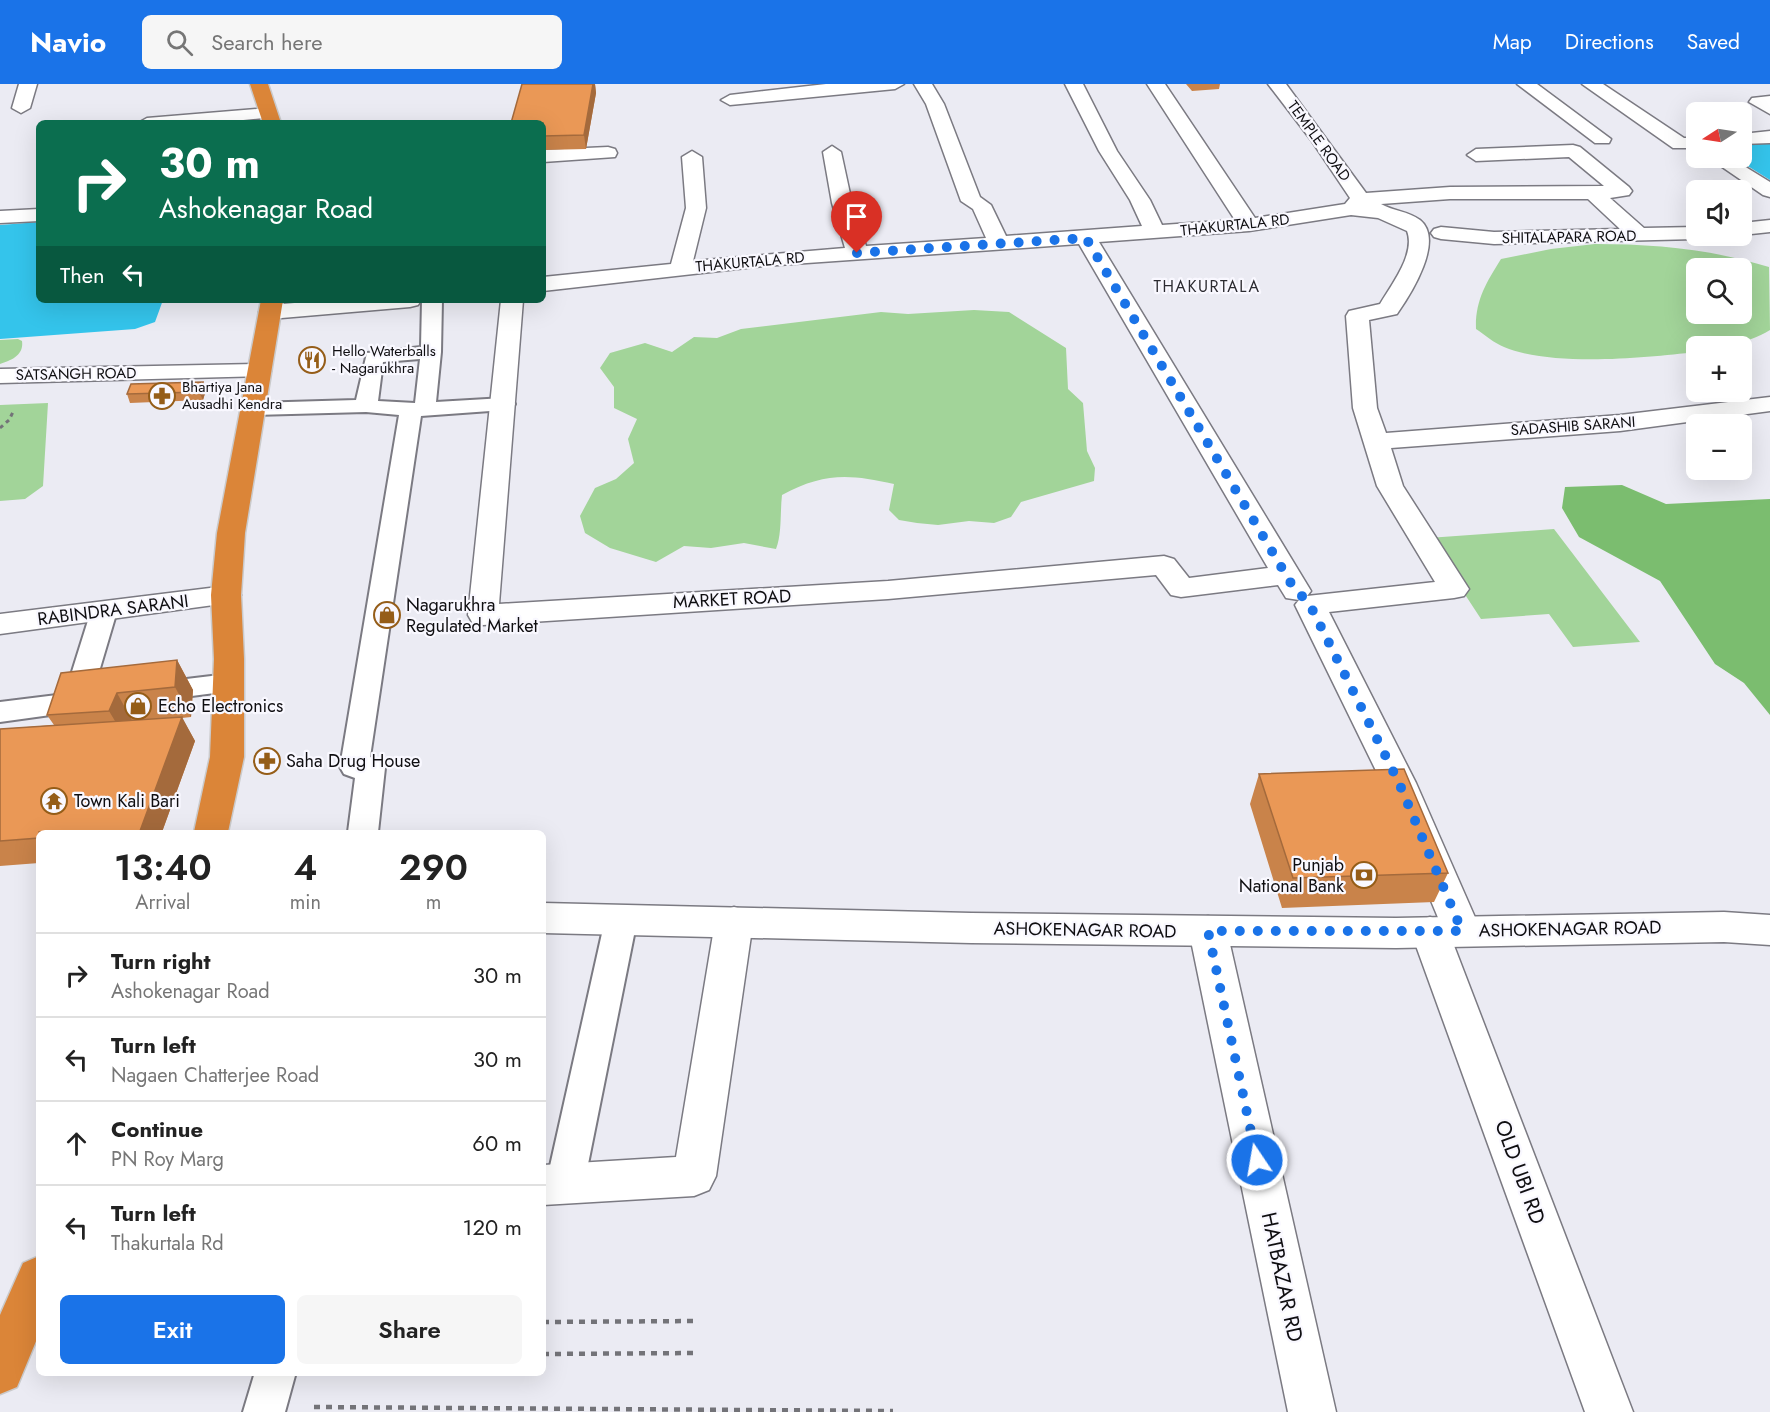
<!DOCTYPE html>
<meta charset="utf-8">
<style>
body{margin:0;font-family:Jost,sans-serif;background:#f6f6f6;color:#222;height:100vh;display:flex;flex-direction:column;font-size:22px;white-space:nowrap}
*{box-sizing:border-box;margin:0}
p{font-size:20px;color:#767676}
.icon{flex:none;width:33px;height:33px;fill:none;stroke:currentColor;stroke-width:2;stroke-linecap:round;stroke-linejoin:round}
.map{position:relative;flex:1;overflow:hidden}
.sheet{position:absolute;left:36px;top:746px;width:510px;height:546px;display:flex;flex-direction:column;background:#fff;border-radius:9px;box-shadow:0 6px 24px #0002}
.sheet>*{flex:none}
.banner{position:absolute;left:36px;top:36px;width:510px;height:183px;border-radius:9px;box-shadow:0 6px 24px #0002;background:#0b6e4f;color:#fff;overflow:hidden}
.needle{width:39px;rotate:258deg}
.tools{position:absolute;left:1686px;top:18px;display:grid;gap:12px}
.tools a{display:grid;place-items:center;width:66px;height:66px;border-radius:9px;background:#fff;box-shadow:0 6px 24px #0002;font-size:30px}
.pin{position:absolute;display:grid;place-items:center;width:51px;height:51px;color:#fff;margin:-62px -26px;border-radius:50% 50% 50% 0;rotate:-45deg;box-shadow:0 0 6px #0007}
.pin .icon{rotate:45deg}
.me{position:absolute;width:66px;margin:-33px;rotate:348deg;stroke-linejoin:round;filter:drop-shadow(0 0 4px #0008)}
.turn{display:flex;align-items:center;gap:21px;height:126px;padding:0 24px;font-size:27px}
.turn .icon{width:78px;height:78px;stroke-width:2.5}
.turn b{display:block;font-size:42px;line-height:51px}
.then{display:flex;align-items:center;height:57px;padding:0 24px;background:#0003;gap:12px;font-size:22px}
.eta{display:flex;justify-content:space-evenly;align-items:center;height:102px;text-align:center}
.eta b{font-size:36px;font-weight:600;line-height:42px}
.action{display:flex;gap:12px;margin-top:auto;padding:12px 24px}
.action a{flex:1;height:69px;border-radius:9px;background:#1a73e8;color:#fff;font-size:24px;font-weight:600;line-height:69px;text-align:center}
.action a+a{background:#f6f6f6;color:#222}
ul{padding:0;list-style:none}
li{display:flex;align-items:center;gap:18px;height:84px;padding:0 24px;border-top:2px solid #e0e0e0}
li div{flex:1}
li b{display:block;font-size:22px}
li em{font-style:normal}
header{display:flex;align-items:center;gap:36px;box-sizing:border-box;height:84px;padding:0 30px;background:#1a73e8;color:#fff}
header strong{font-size:28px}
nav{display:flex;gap:33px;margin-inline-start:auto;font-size:21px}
.search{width:420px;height:54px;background:#f6f6f6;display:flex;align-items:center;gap:15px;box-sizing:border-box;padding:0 21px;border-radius:9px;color:#767676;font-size:22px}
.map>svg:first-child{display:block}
.green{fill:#a2d499;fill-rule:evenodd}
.forest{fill:#7bbd6f}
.water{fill:#34c4eb}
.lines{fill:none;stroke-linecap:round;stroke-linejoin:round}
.lane-casing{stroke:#7b7a82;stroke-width:4}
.street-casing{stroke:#7b7a82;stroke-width:3}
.secondary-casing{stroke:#7b7a82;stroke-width:3}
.highway-casing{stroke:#cacacb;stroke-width:3}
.path-far1{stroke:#737378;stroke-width:3;stroke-dasharray:4 4;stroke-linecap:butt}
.path{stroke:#737378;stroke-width:4.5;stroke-dasharray:6 6;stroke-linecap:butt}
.lane{fill:#fff;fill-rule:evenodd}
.street{fill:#fff;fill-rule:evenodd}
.secondary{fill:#fff;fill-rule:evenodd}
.highway{fill:#db8538;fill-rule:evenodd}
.wall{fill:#c9834a}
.shaded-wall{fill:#a46a3c}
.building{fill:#ea9856;stroke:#a46a3c;stroke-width:1.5}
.route{stroke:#1a73e8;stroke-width:10;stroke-dasharray:0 18}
.labels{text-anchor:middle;stroke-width:4.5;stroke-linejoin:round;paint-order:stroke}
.far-street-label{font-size:15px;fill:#0f0e11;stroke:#f9f8ff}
.far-poi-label{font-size:15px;fill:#0f0e11;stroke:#f9f8ff;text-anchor:start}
.far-neighbourhood-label{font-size:16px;letter-spacing:1.5px;fill:#2c2b31;stroke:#f9f8ff}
.street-label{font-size:18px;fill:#0f0e11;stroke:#f9f8ff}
.poi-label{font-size:18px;fill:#0f0e11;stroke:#f9f8ff;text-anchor:start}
.near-street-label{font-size:21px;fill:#0f0e11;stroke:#f9f8ff}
</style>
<header>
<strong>Navio</strong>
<div class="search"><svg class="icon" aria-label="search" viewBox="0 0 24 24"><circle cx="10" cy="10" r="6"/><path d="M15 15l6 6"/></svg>Search here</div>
<nav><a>Map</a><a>Directions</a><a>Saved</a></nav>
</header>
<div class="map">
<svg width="1770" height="1328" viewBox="0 0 1770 1328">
<rect width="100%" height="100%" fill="#ebebf3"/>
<path class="green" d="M1595,160c60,0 115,5 174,23l1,63c-25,15 -45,16 -74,16v6c-51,6 -145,15 -192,-5 -10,-4 -19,-12 -28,-18 -1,-28 10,-46 25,-70l50,-10zM1742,184v46h-46v-46z
M974,226l35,2 57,36 2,41 15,14 4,48 8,17 -1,13 -73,21 -10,15 -17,6 -25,-2 -31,4 -21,-2 -18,-3 -10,-10 5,-26c-44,-10 -70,-12 -112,11 -2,17 0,39 -6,54l-32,-6 -33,5 -27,-2 -28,16 -46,-14 -25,-15 -5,-17 15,-28 21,-9 18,-16 -6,-24 9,-20 -23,-11v-21l-14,-19 10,-15 35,-10 27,9 22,-15 23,1 24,-9 140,-17 27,2z
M18,255l4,2c2,14 -10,19 -22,23v-24z
M48,319l-5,83 -18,13 -25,2v-96z
M1554,445l86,113 -67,5 -24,-33 -68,5 -53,-81z"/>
<path class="forest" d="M1622,401l44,19 104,-5v216l-26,-32 -29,-19 -55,-83 -81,-44 -17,-29 3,-21z"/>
<path class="water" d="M1770,57v39l-35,-22h7v-15z
M39,138v78h124l-8,22 -20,7 -135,10v-114z"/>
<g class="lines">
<defs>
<path id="lane" d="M422,216h20l-1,52 -5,50 68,-4 8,1 3,5 -3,5 -8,1 -83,6 -51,341 11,4 4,7 -7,64h-30l7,-54 -11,-4 -4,-7 59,-352 -33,-3 -113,3 -8,-1 -3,-5 3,-5 8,-1 103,-3 11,-47 54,-6zM420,275l-5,44 -37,-2 5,-39z
M104,519l9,2 4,6 -24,81 6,1 4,7c-7,12 -25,17 -38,13l-65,9v-20l65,-8 26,-83 4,-6z
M228,590l10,2 4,7 -4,7 -85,11 -10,-2 -4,-7 4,-7 10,-2z
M621,823l11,4 5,9 -53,264 -6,12 -13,6 -13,-6 -6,-12 59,-264 5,-9z
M255,1288h41l-11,40h-42z"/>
<path id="street" d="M19,0h18l-7,24 -9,5 -9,-5z
M826,0h78l-9,5 -165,16 -9,-5 9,-5z
M914,0h18l12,20 36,93 11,8 15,31 136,-10 -12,-26 -31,-49 -34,-67h18l34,67 33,49 12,25 73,-5 -88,-136h18l90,134 90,-14 5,-6 -39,-58 -43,-56h18l80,109 84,-6 154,-1 -35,-29 -93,4 -9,-6 9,-6 97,-4 7,2 49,40 3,4 -3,4 -19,3 34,30 52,-1v9h9l-9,3 -202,5 -53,-5 -7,-2 -3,-4 3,-4 7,-2 53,5 126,-3 -32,-30h-138l-69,5c12,7 27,7 39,16 25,20 -9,74 -23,94l-28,6 8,88 9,25 234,-18 150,-18v14l-150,20 -229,17 12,38 66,103 -5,7 -10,2 -125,14 87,171 65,148 -6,11 -13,4 -9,-3 180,469h-48l-174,-480 6,-11 13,-4 9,3 -57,-137 -87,-178 4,-5 -13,-2 -8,-13 -97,12 -10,-2 -15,-20 -268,24 -405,26 -11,-3 -4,-7 33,-315h22l-24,304 389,-23 276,-25 10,3 15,19 79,-10 -189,-324 -315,22 -221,25v-14l128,-13 15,-56 -4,-51 10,-6 10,6 4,51 -13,53 152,-13 -13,-45 -9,-51 9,-6 9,6 11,51 14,43 120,-8 -13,-29 -12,-8 -35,-97zM1351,131l27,3 29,13c9,23 -16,54 -27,73l-31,7 -3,5 7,92 24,78 58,96 -128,14 4,-5 -212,-349 150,-11z
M1517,0h20l74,55 -2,4h-14z
M1582,0h21l81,54h12v10h-23z
M1770,12v18l-21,-12 3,-4z
M268,24l6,1 3,4 -3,4 -61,6h-75l9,-5z
M1770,47v12l-28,1v-10z
M608,63l7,2 2,4 -2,4 -72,5v-12z
M1709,74h22l39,24v15l-7,-2z
M39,125v12l-39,2v-12z
M1770,136v12l-28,3v-12z
M331,216h90l-3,5 -8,2 -140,12 -8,-2 -3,-5 3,-5 8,-2z
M259,280l9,2 3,5 -3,5 -268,7v-14z
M226,502l10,2 5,7 -5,7 -236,32v-20z
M734,823l13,4 6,11 -37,254 -7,14 -15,6 -151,9v-40l133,-8 39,-235 6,-11z
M1208,832l13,4 6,11 109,481h-48l-99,-481 6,-11z"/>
<path id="secondary" d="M543,819l428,10 425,5 328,-6 46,3v30l-46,-3 -328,6 -425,-5 -428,-10z"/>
<path id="highway" d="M250,0h18l13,39h-18z
M261,216h22l-38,233 -4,62 3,64v98l-16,75h-34l16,-75 4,-98 -3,-64 6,-62z
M39,1172v78l-22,53 -17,7v-79l23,-52z"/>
</defs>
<use href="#lane" class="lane-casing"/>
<use href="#street" class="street-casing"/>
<use href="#secondary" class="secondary-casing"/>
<use href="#highway" class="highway-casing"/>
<path class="path-far1" d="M0,344l9,-8 5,-10"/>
<path class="path" d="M543,1238l156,-1
M543,1270l152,-1
M314,1323l579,4"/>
<use href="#lane" class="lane"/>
<use href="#street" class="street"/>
<use href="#secondary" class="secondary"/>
<use href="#highway" class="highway"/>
</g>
<path class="wall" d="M522,0h73l1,9 -10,56 -43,1v-27z
M1186,0h34l-1,5 -27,2z
M203,298l3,8 -3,10 -73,3 -3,-9z
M177,576l16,30 -2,27 -9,1 13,23 -33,91h-123v31l-39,3v-137l54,-4 -7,-10z
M1259,690l189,99 -14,29 -152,6 -32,-104z"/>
<path class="shaded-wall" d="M593,0h2l1,9 -10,56 -2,-14z
M203,298l3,8 -3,10 -4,-8z
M177,576l16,30 -2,27 -16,-30z
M117,609l17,31 -7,17 -18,-30z
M182,633l13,24 -33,91h-21l-1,-1z"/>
<path class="building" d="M522,0h71l-9,51 -41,1v-13h-32z
M203,298l-4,10 -72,2 4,-10z
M177,576l-2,27 -58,6 -8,18 -62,4 14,-42z
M182,633l-42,114 -21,1h-80v6l-39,3v-112z
M1404,685l44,104 -155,5 -34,-104z"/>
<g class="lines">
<path class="route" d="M857,169l229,-15 206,347 18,20 89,178 63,148h-254l49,229"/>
</g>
<defs>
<symbol id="restaurant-ring" viewBox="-11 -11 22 22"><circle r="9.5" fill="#f9f8ff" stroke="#955d18" stroke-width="1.5"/><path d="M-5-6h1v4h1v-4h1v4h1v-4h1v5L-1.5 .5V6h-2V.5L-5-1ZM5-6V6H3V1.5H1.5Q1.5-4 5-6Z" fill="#955d18"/></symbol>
<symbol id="pharmacy-ring" viewBox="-11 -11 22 22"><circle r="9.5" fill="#f9f8ff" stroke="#955d18" stroke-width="1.5"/><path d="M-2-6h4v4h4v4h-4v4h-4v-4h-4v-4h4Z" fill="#955d18"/></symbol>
<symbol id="shop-ring" viewBox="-11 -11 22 22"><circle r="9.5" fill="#f9f8ff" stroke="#955d18" stroke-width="1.5"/><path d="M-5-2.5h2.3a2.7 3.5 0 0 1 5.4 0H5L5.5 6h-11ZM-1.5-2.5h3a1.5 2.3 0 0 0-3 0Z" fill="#955d18"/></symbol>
<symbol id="temple-ring" viewBox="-11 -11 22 22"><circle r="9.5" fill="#f9f8ff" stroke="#955d18" stroke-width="1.5"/><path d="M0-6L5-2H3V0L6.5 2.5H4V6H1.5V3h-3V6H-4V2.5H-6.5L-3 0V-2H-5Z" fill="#955d18"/></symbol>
<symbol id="bank-ring" viewBox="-11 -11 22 22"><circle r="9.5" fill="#f9f8ff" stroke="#955d18" stroke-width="1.5"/><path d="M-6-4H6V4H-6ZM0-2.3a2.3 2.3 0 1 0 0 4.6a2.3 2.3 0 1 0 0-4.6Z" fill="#955d18"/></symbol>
</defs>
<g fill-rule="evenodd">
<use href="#restaurant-ring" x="297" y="261" width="30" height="30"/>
<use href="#pharmacy-ring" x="147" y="297" width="30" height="30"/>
<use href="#shop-ring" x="372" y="516" width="30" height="30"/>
<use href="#shop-ring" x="123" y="607" width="30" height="30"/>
<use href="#pharmacy-ring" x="252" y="662" width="30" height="30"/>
<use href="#temple-ring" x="39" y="702" width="30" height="30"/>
<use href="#bank-ring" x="1349" y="776" width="30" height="30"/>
</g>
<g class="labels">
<g class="far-street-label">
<text transform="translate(1319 57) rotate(54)" y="5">TEMPLE ROAD</text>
<text transform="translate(1235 141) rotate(-6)" y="5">THAKURTALA RD</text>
<text transform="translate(1569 153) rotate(-1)" y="5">SHITALAPARA ROAD</text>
<text transform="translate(750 178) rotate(-5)" y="5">THAKURTALA RD</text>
<text transform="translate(76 290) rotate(-1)" y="5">SATSANGH ROAD</text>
<text transform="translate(1573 342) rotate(-4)" y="5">SADASHIB SARANI</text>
</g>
<g class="far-poi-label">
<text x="332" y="272">Hello Waterballs<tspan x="332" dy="17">- Nagarukhra</tspan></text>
<text x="182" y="308">Bhartiya Jana<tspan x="182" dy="17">Ausadhi Kendra</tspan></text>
</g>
<g class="far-neighbourhood-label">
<text x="1207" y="208">THAKURTALA</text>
</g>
<g class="street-label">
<text transform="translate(732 515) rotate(-3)" y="6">MARKET ROAD</text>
<text transform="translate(113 526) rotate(-7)" y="6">RABINDRA SARANI</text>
<text transform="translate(1570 845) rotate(-1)" y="6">ASHOKENAGAR ROAD</text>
<text transform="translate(1085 846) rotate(1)" y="6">ASHOKENAGAR ROAD</text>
</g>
<g class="poi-label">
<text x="406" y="527">Nagarukhra<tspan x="406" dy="21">Regulated Market</tspan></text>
<text x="158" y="628">Echo Electronics</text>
<text x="286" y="683">Saha Drug House</text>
<text x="74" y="723">Town Kali Bari</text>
<text x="1344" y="787" text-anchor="end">Punjab<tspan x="1344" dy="21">National Bank</tspan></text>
</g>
<g class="near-street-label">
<text transform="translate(1520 1088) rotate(70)" y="7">OLD UBI RD</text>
<text transform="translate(1282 1193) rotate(78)" y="7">HATBAZAR RD</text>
</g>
</g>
</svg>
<div class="tools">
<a><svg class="needle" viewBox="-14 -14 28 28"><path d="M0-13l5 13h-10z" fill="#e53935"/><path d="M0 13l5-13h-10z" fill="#767676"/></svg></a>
<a><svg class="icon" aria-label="sound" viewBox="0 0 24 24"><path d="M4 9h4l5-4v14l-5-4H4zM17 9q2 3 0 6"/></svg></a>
<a><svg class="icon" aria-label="search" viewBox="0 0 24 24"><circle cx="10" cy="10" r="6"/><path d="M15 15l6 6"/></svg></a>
<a>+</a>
<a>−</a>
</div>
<div class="pin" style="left:857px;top:169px;background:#d93025"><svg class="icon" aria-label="arrive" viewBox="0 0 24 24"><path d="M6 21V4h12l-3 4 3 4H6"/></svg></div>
<svg class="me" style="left:1257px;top:1076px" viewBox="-20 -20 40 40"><circle r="17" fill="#1a73e8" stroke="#fff" stroke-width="3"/><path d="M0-11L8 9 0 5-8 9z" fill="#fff"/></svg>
<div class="banner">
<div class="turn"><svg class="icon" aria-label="right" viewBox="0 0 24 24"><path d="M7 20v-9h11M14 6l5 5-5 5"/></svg><div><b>30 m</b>Ashokenagar Road</div></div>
<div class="then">Then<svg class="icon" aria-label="left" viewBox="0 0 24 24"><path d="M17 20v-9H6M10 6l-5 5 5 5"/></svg></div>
</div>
<section class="sheet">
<div class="eta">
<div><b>13:40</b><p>Arrival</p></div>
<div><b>4</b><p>min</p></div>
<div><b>290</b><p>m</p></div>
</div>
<ul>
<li><svg class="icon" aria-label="right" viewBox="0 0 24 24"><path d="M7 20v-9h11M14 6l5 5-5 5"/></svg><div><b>Turn right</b><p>Ashokenagar Road</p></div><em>30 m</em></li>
<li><svg class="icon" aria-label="left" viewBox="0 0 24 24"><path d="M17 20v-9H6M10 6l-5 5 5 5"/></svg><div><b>Turn left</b><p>Nagaen Chatterjee Road</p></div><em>30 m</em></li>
<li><svg class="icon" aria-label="ahead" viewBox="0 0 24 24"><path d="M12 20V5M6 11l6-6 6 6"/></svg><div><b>Continue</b><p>PN Roy Marg</p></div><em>60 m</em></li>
<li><svg class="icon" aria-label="left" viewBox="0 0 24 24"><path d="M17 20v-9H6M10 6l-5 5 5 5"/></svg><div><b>Turn left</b><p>Thakurtala Rd</p></div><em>120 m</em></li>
</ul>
<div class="action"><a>Exit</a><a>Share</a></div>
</section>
</div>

= WHAT YOU HAVE TO DO =
Look back at the entries above and repeat, unchanged, every line from the line holding "M226,502l10,2 5,7 -5,7 -236,32v-20z" through the line holding "M177,576l-2,27 -58,6 -8,18 -62,4 14,-42z".

= ANSWER TO THE EXERCISE =
M226,502l10,2 5,7 -5,7 -236,32v-20z
M734,823l13,4 6,11 -37,254 -7,14 -15,6 -151,9v-40l133,-8 39,-235 6,-11z
M1208,832l13,4 6,11 109,481h-48l-99,-481 6,-11z"/>
<path id="secondary" d="M543,819l428,10 425,5 328,-6 46,3v30l-46,-3 -328,6 -425,-5 -428,-10z"/>
<path id="highway" d="M250,0h18l13,39h-18z
M261,216h22l-38,233 -4,62 3,64v98l-16,75h-34l16,-75 4,-98 -3,-64 6,-62z
M39,1172v78l-22,53 -17,7v-79l23,-52z"/>
</defs>
<use href="#lane" class="lane-casing"/>
<use href="#street" class="street-casing"/>
<use href="#secondary" class="secondary-casing"/>
<use href="#highway" class="highway-casing"/>
<path class="path-far1" d="M0,344l9,-8 5,-10"/>
<path class="path" d="M543,1238l156,-1
M543,1270l152,-1
M314,1323l579,4"/>
<use href="#lane" class="lane"/>
<use href="#street" class="street"/>
<use href="#secondary" class="secondary"/>
<use href="#highway" class="highway"/>
</g>
<path class="wall" d="M522,0h73l1,9 -10,56 -43,1v-27z
M1186,0h34l-1,5 -27,2z
M203,298l3,8 -3,10 -73,3 -3,-9z
M177,576l16,30 -2,27 -9,1 13,23 -33,91h-123v31l-39,3v-137l54,-4 -7,-10z
M1259,690l189,99 -14,29 -152,6 -32,-104z"/>
<path class="shaded-wall" d="M593,0h2l1,9 -10,56 -2,-14z
M203,298l3,8 -3,10 -4,-8z
M177,576l16,30 -2,27 -16,-30z
M117,609l17,31 -7,17 -18,-30z
M182,633l13,24 -33,91h-21l-1,-1z"/>
<path class="building" d="M522,0h71l-9,51 -41,1v-13h-32z
M203,298l-4,10 -72,2 4,-10z
M177,576l-2,27 -58,6 -8,18 -62,4 14,-42z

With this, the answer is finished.